Entscheidungsstichwort (Thema)

Betriebsprüfung. Beitragsnachforderung. Arbeitnehmerüberlassung. Feststellung der rückwirkenden Tarifunfähigkeit der CGZP. equal pay-Anspruch der Leiharbeitnehmer. Geltung der vierjährigen Verjährungsfrist. Prüfung des Vorliegens von (bedingtem) Vorsatz.
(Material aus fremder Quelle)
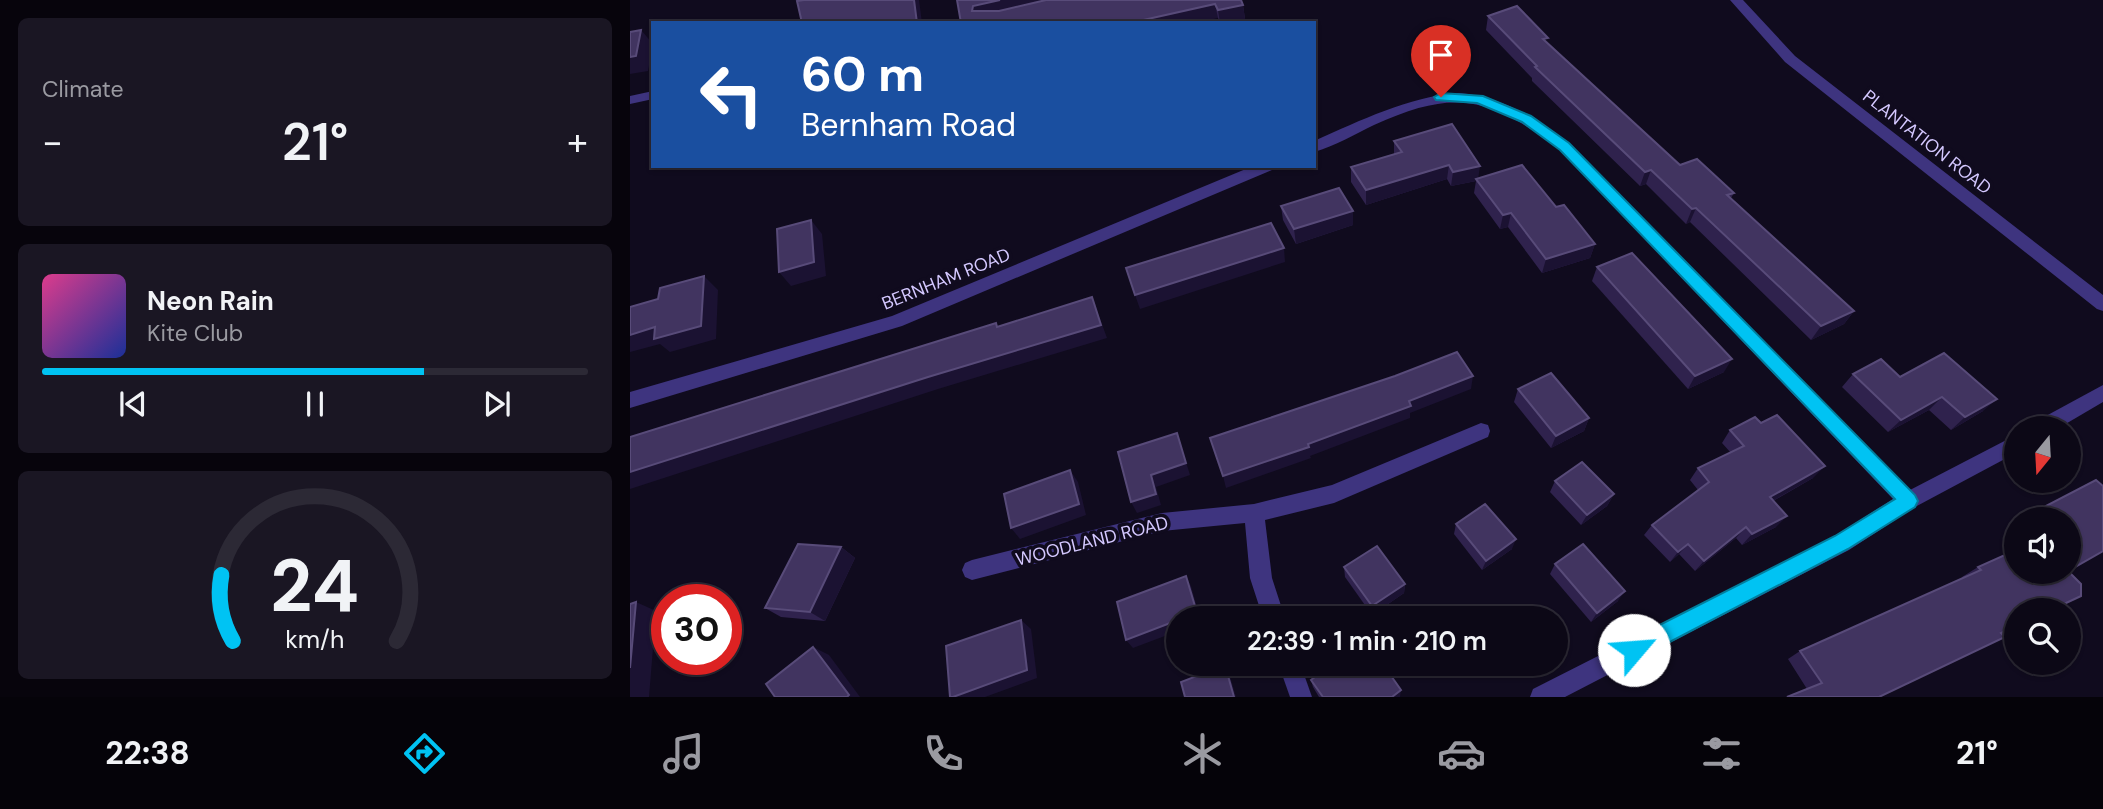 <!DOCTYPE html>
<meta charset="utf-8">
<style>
body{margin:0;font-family:"DM Sans",sans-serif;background:#1a1623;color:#f1f3f6;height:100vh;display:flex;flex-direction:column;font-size:26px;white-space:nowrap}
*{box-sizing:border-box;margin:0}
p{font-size:23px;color:#9a9aa1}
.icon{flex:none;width:38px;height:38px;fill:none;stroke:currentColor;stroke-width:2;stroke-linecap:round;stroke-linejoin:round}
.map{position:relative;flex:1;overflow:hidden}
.panel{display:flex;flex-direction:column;gap:18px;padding:18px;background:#07040c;width:630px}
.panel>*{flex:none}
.top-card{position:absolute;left:21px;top:21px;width:665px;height:147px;border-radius:0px;box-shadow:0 2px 5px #0004,0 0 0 2px #2c2935;background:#1a4fa0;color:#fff;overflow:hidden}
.needle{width:46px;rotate:198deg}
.fabs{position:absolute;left:1374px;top:416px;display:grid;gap:14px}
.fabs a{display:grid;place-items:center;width:77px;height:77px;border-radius:50%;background:#0c0816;box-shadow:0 2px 5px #0004,0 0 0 2px #2c2935;font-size:35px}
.speed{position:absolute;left:21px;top:584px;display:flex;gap:14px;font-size:35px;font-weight:700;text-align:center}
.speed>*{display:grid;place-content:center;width:91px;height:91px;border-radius:50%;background:#0c0816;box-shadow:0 2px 5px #0004,0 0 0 2px #2c2935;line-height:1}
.speed .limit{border:10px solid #d22;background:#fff;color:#111}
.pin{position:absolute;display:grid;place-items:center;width:60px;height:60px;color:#fff;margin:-72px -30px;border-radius:50% 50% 50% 0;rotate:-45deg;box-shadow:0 0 7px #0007}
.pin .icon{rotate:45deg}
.me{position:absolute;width:77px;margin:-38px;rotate:63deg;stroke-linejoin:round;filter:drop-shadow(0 0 5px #0008)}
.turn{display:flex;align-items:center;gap:24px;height:147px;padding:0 35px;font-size:32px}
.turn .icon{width:91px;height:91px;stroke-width:2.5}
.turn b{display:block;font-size:49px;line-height:60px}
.big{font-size:52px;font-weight:600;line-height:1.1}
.panel .tile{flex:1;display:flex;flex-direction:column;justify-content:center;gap:10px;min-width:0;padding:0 24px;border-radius:10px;background:#1a1623}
.panel .dial{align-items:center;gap:0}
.dial svg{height:182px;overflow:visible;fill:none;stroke:#2c2935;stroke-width:7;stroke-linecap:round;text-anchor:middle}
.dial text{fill:#f1f3f6;stroke:none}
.song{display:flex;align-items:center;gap:21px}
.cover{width:84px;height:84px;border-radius:10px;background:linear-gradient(135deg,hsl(330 70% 55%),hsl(230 70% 35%))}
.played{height:7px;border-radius:4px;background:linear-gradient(90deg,#00c3f3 70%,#2c2935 70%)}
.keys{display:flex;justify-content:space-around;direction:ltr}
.heat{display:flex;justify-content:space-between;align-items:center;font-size:38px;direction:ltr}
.trip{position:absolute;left:536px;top:606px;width:402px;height:70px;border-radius:35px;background:#0c0816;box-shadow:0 2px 5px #0004,0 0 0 2px #2c2935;font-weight:600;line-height:70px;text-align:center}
.tabs{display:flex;height:112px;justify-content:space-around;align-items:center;background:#050309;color:#9a9aa1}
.tabs .icon{width:49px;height:49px}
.tabs .selected{color:#00c3f3}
.tabs b{font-size:32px;color:#f1f3f6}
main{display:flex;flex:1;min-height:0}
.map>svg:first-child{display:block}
</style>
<main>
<section class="panel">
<div class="tile"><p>Climate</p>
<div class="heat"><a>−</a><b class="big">21°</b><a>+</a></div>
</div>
<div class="tile">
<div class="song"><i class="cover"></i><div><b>Neon Rain</b><p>Kite Club</p></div></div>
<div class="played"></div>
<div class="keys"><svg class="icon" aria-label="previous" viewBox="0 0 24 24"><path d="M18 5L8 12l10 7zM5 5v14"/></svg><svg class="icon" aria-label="pause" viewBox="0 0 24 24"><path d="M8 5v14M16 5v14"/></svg><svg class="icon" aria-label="next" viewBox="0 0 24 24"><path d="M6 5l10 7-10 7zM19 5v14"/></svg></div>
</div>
<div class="tile dial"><svg viewBox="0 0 100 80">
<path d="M14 69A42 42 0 1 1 86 69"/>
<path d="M14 69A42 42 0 0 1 9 40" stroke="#00c3f3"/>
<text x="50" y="56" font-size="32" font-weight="700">24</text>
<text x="50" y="72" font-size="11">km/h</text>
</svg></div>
</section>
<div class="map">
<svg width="1473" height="697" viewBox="0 0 1473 697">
<rect width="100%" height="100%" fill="#100b1e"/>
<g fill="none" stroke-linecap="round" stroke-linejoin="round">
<g fill="#3e347f" fill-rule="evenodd">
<path d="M1100,0H1113L1165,56L1473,295V311L1467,309L1155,62Z"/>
<path d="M23,91V99L0,104V96Z"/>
<path d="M829,93C872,97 905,117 939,143L1280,490L1386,435V453L1285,507L1219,550L935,697H900L903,689L1205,536L1263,499L929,149C860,97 825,88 744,125C725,134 705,146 684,152V141C732,120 777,97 829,93Z"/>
<path d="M623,166H644L642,170L272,326L0,408V392L262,316Z"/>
<path d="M1473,385V402L1427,429H1401L1403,423Z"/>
<path d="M851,423L858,425L860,431L858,437L704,503L635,520L642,578L655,618H633L620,578L615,523L532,531L342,580L335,577L332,570L335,563L342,560L532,513L624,504L702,485Z"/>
<path d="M648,663H670L682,697H660Z"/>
</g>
</g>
<g fill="#2f224d">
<path d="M327,0L613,5L615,19L597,23H590L588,18Z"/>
<path d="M858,16L917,43L1050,165L1104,193L1101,198L1224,311L1214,324L1181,340L1060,222L1056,224L1016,184L1010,186L902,81V78L856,30Z"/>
<path d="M764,141L848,179L926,207L965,244L960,258L912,273L878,227L870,229L844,193L846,181L821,186L817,179L736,205L721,182V167L764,155Z"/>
<path d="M651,206L723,211V225L666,244L653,220Z"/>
<path d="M967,267L1094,372L1058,389L962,281Z"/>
<path d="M1223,374L1270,377L1353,411L1321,430L1299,410L1258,432L1212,387Z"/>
<path d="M888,389L959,418L954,431L921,448L884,402Z"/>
<path d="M1100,430L1183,478L1143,501L1146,527L1112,545L1106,538L1065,571L1049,554L1040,562L1014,535L1022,525L1068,490L1060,480L1068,468L1101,453L1092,443Z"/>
<path d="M1466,480L1438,520L1394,519L1412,508Z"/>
<path d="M925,481L984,494L977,506L951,525L920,492Z"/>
<path d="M826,524L882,549L852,570L824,534Z"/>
<path d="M211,547L225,558L195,621L151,617L135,608Z"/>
<path d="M925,564L988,601L961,622L920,574Z"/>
<path d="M714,567L775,584L774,593L742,615L715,577Z"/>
<path d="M1348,567L1451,584L1177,689L1158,659L1170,651L1333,578L1332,577Z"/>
<path d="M840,663H871L851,678Z"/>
<path d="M681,680L770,697H689L683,687Z"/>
</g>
<g fill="#1b1232">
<path d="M284,0H289L292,23H287Z"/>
<path d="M370,0H433L349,23L342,11L343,6Z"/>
<path d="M585,4L588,18L566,23H500Z"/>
<path d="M613,5L615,19L597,23H590L588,10Z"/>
<path d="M11,30L23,44L18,71L0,74V57Z"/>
<path d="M819,165L817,179L736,205V190Z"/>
<path d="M850,166L848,180L846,179V181L821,186L823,172Z"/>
<path d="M1021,170L1016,184L1010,186L1015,172Z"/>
<path d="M1066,208L1060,222L1056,224L1062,209Z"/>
<path d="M723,211V225L666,244L664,229Z"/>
<path d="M881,213L878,227L870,229L873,215Z"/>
<path d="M181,220L192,234L196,276L161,286L149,272Z"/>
<path d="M965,244L960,258L912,273L916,259Z"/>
<path d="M654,248L655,262L510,309L505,295Z"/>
<path d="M74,276L88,290L86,339L40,352L30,344L0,352V335Z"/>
<path d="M462,297L477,338L308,389L0,489V472Z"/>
<path d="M1224,311L1214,324L1181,340L1191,326Z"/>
<path d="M1102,359L1094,372L1058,389L1065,376Z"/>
<path d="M843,376L841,389L780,413V418L680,456L681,458L596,488L593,476L678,444L779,401Z"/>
<path d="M1312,397L1299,410L1258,432L1271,420Z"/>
<path d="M1367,399L1353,411L1321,430L1335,417Z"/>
<path d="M959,418L954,431L921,448L926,436Z"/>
<path d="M547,433L560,475L526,487L531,505L507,513L501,502L521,475Z"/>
<path d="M1195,466L1183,478L1130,508L1140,497Z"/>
<path d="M440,470L448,482L456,515L390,539L381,528Z"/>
<path d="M984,494L977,506L951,525L957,515Z"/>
<path d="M1157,516L1146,527L1112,545L1122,534Z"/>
<path d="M1116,527L1106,538L1065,571L1074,561Z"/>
<path d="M886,539L882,549L852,570L856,561Z"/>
<path d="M1058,544L1049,554L1040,562L1048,552Z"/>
<path d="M211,547L225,558L195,621L180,612Z"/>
<path d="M556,576L561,586L570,618H554Z"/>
<path d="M775,584L774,593L742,615V606Z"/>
<path d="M995,591L988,601L961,622L967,613Z"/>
<path d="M6,602L26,611L19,697H0V668Z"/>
<path d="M391,620L401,629L407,678L355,697H323Z"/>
<path d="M548,620V631L503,648L496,640Z"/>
<path d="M183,647L199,655L230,697H217Z"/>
<path d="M864,663H871L851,678L854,671Z"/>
<path d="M595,665L599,673L606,697H604Z"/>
<path d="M771,690L770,697H762Z"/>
</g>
<g fill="#413460" stroke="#584b79" stroke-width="2">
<path d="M174,0H284L287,23H172L167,1Z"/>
<path d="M327,0H370L343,6L342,11H369L416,0H611L613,5L588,10L585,4L500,23H331Z"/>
<path d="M887,6L918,38L913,39L1050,165L1067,159L1104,193L1097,195L1224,311L1191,326L1066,208L1062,209L1021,170L1015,172L905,67L907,66L858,16Z"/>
<path d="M11,30L6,56L0,57V32Z"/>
<path d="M822,124L850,166L823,172L819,165L736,190L721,167L772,152L764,141Z"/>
<path d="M892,165L926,207L934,205L965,244L916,259L881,213L873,215L846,179Z"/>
<path d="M709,188L723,211L664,229L651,206Z"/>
<path d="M181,220L184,262L149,272L147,229Z"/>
<path d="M641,223L654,248L505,295L496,268Z"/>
<path d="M1002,253L1102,359L1065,376L967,267Z"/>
<path d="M74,276L71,326L24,339L25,327L0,335V307L28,299L30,288Z"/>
<path d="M462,297L471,325L298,377L0,472V437L260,356L366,323L367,327Z"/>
<path d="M827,352L843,376L779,401L781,406L678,444L679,447L593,476L580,438L765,376Z"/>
<path d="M1314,353L1367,399L1335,417L1312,397L1271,420L1223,374L1251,359L1270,377Z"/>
<path d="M921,373L959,418L926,436L888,389Z"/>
<path d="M1147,415L1195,466L1140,497L1157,516L1122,534L1116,527L1074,561L1058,544L1048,552L1022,525L1079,482L1068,468L1114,446L1100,430L1125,417L1131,423Z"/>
<path d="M547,433L556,463L521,475L526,494L501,502L488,452Z"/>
<path d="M952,462L984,494L957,515L925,481Z"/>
<path d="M440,470L449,504L381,528L374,494Z"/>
<path d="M1466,480L1473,486V551L1438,571V520H1423L1412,508Z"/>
<path d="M855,504L886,539L856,561L826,524Z"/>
<path d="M168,544L211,547L180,612L135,608Z"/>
<path d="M953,544L995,591L967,613L925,564Z"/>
<path d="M747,546L775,584L742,606L714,567Z"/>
<path d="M1386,550V572H1438V571L1451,584V596L1419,611H1386V626L1371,633L1375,637L1249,697H1157L1192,683L1170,651L1351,570L1348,567Z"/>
<path d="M556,576L567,613L554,618H548V620L496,640L487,602Z"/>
<path d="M6,602L0,668V604Z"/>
<path d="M852,606L861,618H836Z"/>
<path d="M391,620L397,670L323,697H320L316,646Z"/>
<path d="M183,647L219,695L217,697H145L136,684Z"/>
<path d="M703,663H752L771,690L762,697H693L681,680Z"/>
<path d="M849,663H864L854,671Z"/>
<path d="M595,665L604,697H555L551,682Z"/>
</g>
<path fill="#00c3f3" stroke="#007f9e" stroke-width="2" d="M811,93L853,96L901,116L939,143L1285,495L1288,501L1285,507L1218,549L1011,657L1004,660L996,657L994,650L996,642L1205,536L1265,499L930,150L892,122L847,103L806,100L804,97Z"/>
<g text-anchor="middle" stroke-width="7" stroke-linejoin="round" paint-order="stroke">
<g font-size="18" fill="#d4c8ff" stroke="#100b1e">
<text transform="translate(1297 142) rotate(38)" y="6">PLANTATION ROAD</text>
<text transform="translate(316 279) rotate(-22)" y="6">BERNHAM ROAD</text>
<text transform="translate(462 541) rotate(-14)" y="6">WOODLAND ROAD</text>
</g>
</g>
</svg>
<div class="fabs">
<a><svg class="needle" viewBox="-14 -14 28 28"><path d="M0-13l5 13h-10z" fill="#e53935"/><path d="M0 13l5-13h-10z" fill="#9a9aa1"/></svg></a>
<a><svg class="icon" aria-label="sound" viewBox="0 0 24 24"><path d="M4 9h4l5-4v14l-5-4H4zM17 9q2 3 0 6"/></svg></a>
<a><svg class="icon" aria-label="search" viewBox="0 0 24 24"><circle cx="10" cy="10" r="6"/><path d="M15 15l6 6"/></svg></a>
</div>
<div class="speed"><div class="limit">30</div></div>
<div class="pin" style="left:811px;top:97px;background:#d93025"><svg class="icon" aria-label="arrive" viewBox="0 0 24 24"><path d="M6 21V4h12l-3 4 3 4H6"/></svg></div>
<svg class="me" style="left:1004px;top:650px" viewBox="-20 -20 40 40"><circle r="19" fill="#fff"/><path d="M0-13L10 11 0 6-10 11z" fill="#00c3f3"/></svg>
<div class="trip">22:39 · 1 min · 210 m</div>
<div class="top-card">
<div class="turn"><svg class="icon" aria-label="left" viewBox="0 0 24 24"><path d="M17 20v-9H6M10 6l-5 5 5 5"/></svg><div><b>60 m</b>Bernham Road</div></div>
</div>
</div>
</main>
<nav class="tabs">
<b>22:38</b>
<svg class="icon selected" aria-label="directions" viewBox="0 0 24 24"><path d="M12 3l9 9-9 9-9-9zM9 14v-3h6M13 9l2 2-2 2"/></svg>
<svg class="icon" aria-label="music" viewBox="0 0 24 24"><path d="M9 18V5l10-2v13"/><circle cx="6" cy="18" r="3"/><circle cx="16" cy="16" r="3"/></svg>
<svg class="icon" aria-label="phone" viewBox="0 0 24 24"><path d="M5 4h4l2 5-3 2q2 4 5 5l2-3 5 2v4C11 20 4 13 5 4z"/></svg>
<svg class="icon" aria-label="climate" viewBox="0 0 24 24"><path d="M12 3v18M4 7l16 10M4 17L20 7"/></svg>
<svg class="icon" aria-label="car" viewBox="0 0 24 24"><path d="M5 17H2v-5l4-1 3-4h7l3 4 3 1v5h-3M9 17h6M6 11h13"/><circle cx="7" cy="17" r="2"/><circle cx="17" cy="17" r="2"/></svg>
<svg class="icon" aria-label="filters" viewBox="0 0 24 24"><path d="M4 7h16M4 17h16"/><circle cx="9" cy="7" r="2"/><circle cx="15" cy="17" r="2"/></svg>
<b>21°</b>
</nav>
Beitragsberechnung

 

Leitsatz (amtlich)

1. Für Nachforderungen auf Gesamtsozialversicherungsbeiträge gegen Zeitarbeitsunternehmen wegen Tarifunfähigkeit der CGZP (Christliche Gewerkschaft für Zeitarbeit und Personalmanagement) gilt im Regelfall die 4-jährige Verjährungszeit.

2. Bei der Prüfung, ob (bedingter) Vorsatz vorgelegen hat, kommt es nicht auf das Vorenthalten des equal pay (Lohn-) Anspruchs an, sondern auf das Vorenthalten der sich daraus ergebenden Gesamtsozialversicherungsbeiträge.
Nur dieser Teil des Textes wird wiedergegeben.